EXERCISE GOAL: All of the records must be set down again word for word.

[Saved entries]
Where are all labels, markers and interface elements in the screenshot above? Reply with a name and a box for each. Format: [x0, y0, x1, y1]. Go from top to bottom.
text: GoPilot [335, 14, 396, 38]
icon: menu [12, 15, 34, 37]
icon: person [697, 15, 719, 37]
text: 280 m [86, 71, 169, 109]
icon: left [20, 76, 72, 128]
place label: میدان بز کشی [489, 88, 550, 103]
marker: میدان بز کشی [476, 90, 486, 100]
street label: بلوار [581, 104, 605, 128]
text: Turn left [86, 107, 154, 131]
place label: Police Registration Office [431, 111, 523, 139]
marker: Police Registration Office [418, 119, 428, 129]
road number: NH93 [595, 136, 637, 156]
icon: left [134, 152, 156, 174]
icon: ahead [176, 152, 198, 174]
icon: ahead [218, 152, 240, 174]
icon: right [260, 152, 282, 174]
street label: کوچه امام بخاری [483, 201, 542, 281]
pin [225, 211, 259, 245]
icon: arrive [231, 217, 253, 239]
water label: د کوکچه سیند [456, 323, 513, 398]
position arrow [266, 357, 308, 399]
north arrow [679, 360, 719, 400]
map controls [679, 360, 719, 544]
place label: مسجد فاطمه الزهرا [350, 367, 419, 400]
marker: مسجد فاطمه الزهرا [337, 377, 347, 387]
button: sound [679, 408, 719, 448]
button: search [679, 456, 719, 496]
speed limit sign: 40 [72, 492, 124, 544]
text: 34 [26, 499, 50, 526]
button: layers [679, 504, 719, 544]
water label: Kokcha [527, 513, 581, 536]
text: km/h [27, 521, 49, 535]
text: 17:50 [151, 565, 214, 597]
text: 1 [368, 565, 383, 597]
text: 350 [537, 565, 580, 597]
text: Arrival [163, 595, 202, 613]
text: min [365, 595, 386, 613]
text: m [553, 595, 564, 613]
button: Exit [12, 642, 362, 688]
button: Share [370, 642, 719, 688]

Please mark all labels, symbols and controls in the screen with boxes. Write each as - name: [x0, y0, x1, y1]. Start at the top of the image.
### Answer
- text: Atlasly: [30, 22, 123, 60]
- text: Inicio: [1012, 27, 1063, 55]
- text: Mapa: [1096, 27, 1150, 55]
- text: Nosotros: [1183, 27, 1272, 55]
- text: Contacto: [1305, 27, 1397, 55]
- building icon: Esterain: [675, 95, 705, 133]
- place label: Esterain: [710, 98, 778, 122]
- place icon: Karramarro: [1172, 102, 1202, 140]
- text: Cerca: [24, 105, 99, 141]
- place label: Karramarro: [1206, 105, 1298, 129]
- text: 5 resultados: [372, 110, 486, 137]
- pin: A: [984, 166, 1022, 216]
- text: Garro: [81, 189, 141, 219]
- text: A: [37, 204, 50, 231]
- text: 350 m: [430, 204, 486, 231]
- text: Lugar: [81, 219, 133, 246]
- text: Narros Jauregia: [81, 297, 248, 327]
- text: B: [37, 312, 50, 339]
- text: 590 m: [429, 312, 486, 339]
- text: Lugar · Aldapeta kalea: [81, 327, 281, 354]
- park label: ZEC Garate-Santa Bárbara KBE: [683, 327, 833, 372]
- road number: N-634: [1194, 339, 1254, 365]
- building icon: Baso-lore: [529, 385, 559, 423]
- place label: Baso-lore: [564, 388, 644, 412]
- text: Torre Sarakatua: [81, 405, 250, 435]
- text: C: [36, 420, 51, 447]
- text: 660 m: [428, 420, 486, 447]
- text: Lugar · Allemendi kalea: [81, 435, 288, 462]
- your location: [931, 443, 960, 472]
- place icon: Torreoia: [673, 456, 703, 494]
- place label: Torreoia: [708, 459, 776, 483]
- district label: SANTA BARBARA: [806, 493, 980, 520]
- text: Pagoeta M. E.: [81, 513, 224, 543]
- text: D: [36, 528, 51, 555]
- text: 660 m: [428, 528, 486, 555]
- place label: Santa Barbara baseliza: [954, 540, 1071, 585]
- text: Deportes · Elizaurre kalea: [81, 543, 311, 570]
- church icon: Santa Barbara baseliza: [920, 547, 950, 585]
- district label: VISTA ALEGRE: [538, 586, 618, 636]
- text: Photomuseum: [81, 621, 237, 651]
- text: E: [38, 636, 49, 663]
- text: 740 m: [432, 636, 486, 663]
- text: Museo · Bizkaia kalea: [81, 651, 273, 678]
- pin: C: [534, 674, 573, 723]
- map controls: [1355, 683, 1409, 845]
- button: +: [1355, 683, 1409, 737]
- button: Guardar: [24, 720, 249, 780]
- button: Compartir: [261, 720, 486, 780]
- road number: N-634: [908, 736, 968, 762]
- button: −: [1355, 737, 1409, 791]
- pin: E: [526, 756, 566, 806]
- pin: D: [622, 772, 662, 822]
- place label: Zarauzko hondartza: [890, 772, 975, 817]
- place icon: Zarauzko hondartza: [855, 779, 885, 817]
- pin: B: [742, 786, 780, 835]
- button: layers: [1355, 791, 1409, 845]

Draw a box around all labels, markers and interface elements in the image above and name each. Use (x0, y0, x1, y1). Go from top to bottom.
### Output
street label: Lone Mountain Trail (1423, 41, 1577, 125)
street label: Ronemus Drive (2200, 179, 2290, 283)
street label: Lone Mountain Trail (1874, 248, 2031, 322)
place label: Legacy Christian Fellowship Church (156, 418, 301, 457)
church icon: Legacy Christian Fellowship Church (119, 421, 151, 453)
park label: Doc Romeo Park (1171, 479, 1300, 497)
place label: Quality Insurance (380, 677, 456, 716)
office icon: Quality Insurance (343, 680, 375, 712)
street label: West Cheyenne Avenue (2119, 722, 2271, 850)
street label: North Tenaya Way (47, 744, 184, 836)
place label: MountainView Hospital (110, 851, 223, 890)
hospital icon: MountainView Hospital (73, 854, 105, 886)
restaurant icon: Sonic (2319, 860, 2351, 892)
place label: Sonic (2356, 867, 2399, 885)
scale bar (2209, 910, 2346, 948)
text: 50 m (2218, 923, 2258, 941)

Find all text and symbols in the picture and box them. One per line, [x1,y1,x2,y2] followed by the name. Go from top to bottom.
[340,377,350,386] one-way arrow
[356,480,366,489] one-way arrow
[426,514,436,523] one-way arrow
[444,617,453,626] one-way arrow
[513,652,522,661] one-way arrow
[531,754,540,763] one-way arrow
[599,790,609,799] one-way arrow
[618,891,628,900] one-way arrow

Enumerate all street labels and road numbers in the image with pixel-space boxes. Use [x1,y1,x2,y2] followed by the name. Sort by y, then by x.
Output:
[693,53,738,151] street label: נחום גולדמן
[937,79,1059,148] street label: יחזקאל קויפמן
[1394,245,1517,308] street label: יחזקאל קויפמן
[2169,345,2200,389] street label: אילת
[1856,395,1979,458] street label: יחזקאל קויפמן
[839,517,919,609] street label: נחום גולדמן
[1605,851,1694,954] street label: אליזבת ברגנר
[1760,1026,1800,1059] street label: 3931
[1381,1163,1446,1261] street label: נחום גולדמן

ANSWER SECTION:
Where are all labels, markers and interface elements in the screenshot above? Reply with a name and a box for each. Format: [x0, y0, x1, y1]. Go from top to bottom.
text: GoPilot [335, 14, 396, 38]
icon: menu [12, 15, 34, 37]
icon: person [697, 15, 719, 37]
text: 280 m [86, 71, 169, 109]
icon: left [20, 76, 72, 128]
place label: میدان بز کشی [489, 88, 550, 103]
marker: میدان بز کشی [476, 90, 486, 100]
street label: بلوار [581, 104, 605, 128]
text: Turn left [86, 107, 154, 131]
place label: Police Registration Office [431, 111, 523, 139]
marker: Police Registration Office [418, 119, 428, 129]
road number: NH93 [595, 136, 637, 156]
icon: left [134, 152, 156, 174]
icon: ahead [176, 152, 198, 174]
icon: ahead [218, 152, 240, 174]
icon: right [260, 152, 282, 174]
street label: کوچه امام بخاری [483, 201, 542, 281]
pin [225, 211, 259, 245]
icon: arrive [231, 217, 253, 239]
water label: د کوکچه سیند [456, 323, 513, 398]
position arrow [266, 357, 308, 399]
north arrow [679, 360, 719, 400]
map controls [679, 360, 719, 544]
place label: مسجد فاطمه الزهرا [350, 367, 419, 400]
marker: مسجد فاطمه الزهرا [337, 377, 347, 387]
button: sound [679, 408, 719, 448]
button: search [679, 456, 719, 496]
speed limit sign: 40 [72, 492, 124, 544]
text: 34 [26, 499, 50, 526]
button: layers [679, 504, 719, 544]
water label: Kokcha [527, 513, 581, 536]
text: km/h [27, 521, 49, 535]
text: 17:50 [151, 565, 214, 597]
text: 1 [368, 565, 383, 597]
text: 350 [537, 565, 580, 597]
text: Arrival [163, 595, 202, 613]
text: min [365, 595, 386, 613]
text: m [553, 595, 564, 613]
button: Exit [12, 642, 362, 688]
button: Share [370, 642, 719, 688]

Please mark all labels, symbols and controls in the screen with boxes. Write each as - name: [x0, y0, x1, y1]. Start at the top of the image.
### Answer
- text: Atlasly: [30, 22, 123, 60]
- text: Inicio: [1012, 27, 1063, 55]
- text: Mapa: [1096, 27, 1150, 55]
- text: Nosotros: [1183, 27, 1272, 55]
- text: Contacto: [1305, 27, 1397, 55]
- building icon: Esterain: [675, 95, 705, 133]
- place label: Esterain: [710, 98, 778, 122]
- place icon: Karramarro: [1172, 102, 1202, 140]
- text: Cerca: [24, 105, 99, 141]
- place label: Karramarro: [1206, 105, 1298, 129]
- text: 5 resultados: [372, 110, 486, 137]
- pin: A: [984, 166, 1022, 216]
- text: Garro: [81, 189, 141, 219]
- text: A: [37, 204, 50, 231]
- text: 350 m: [430, 204, 486, 231]
- text: Lugar: [81, 219, 133, 246]
- text: Narros Jauregia: [81, 297, 248, 327]
- text: B: [37, 312, 50, 339]
- text: 590 m: [429, 312, 486, 339]
- text: Lugar · Aldapeta kalea: [81, 327, 281, 354]
- park label: ZEC Garate-Santa Bárbara KBE: [683, 327, 833, 372]
- road number: N-634: [1194, 339, 1254, 365]
- building icon: Baso-lore: [529, 385, 559, 423]
- place label: Baso-lore: [564, 388, 644, 412]
- text: Torre Sarakatua: [81, 405, 250, 435]
- text: C: [36, 420, 51, 447]
- text: 660 m: [428, 420, 486, 447]
- text: Lugar · Allemendi kalea: [81, 435, 288, 462]
- your location: [931, 443, 960, 472]
- place icon: Torreoia: [673, 456, 703, 494]
- place label: Torreoia: [708, 459, 776, 483]
- district label: SANTA BARBARA: [806, 493, 980, 520]
- text: Pagoeta M. E.: [81, 513, 224, 543]
- text: D: [36, 528, 51, 555]
- text: 660 m: [428, 528, 486, 555]
- place label: Santa Barbara baseliza: [954, 540, 1071, 585]
- text: Deportes · Elizaurre kalea: [81, 543, 311, 570]
- church icon: Santa Barbara baseliza: [920, 547, 950, 585]
- district label: VISTA ALEGRE: [538, 586, 618, 636]
- text: Photomuseum: [81, 621, 237, 651]
- text: E: [38, 636, 49, 663]
- text: 740 m: [432, 636, 486, 663]
- text: Museo · Bizkaia kalea: [81, 651, 273, 678]
- pin: C: [534, 674, 573, 723]
- map controls: [1355, 683, 1409, 845]
- button: +: [1355, 683, 1409, 737]
- button: Guardar: [24, 720, 249, 780]
- button: Compartir: [261, 720, 486, 780]
- road number: N-634: [908, 736, 968, 762]
- button: −: [1355, 737, 1409, 791]
- pin: E: [526, 756, 566, 806]
- pin: D: [622, 772, 662, 822]
- place label: Zarauzko hondartza: [890, 772, 975, 817]
- place icon: Zarauzko hondartza: [855, 779, 885, 817]
- pin: B: [742, 786, 780, 835]
- button: layers: [1355, 791, 1409, 845]

Draw a box around all labels, markers and interface elements in the image above and name each. Use (x0, y0, x1, y1). Go from top to bottom.
### Output
street label: Lone Mountain Trail (1423, 41, 1577, 125)
street label: Ronemus Drive (2200, 179, 2290, 283)
street label: Lone Mountain Trail (1874, 248, 2031, 322)
place label: Legacy Christian Fellowship Church (156, 418, 301, 457)
church icon: Legacy Christian Fellowship Church (119, 421, 151, 453)
park label: Doc Romeo Park (1171, 479, 1300, 497)
place label: Quality Insurance (380, 677, 456, 716)
office icon: Quality Insurance (343, 680, 375, 712)
street label: West Cheyenne Avenue (2119, 722, 2271, 850)
street label: North Tenaya Way (47, 744, 184, 836)
place label: MountainView Hospital (110, 851, 223, 890)
hospital icon: MountainView Hospital (73, 854, 105, 886)
restaurant icon: Sonic (2319, 860, 2351, 892)
place label: Sonic (2356, 867, 2399, 885)
scale bar (2209, 910, 2346, 948)
text: 50 m (2218, 923, 2258, 941)

Find all text and symbols in the picture and box them. One per line, [x1,y1,x2,y2] followed by the name. Go from top to bottom.
[340,377,350,386] one-way arrow
[356,480,366,489] one-way arrow
[426,514,436,523] one-way arrow
[444,617,453,626] one-way arrow
[513,652,522,661] one-way arrow
[531,754,540,763] one-way arrow
[599,790,609,799] one-way arrow
[618,891,628,900] one-way arrow

Enumerate all street labels and road numbers in the image with pixel-space boxes. Use [x1,y1,x2,y2] followed by the name. Sort by y, then by x.
Output:
[693,53,738,151] street label: נחום גולדמן
[937,79,1059,148] street label: יחזקאל קויפמן
[1394,245,1517,308] street label: יחזקאל קויפמן
[2169,345,2200,389] street label: אילת
[1856,395,1979,458] street label: יחזקאל קויפמן
[839,517,919,609] street label: נחום גולדמן
[1605,851,1694,954] street label: אליזבת ברגנר
[1760,1026,1800,1059] street label: 3931
[1381,1163,1446,1261] street label: נחום גולדמן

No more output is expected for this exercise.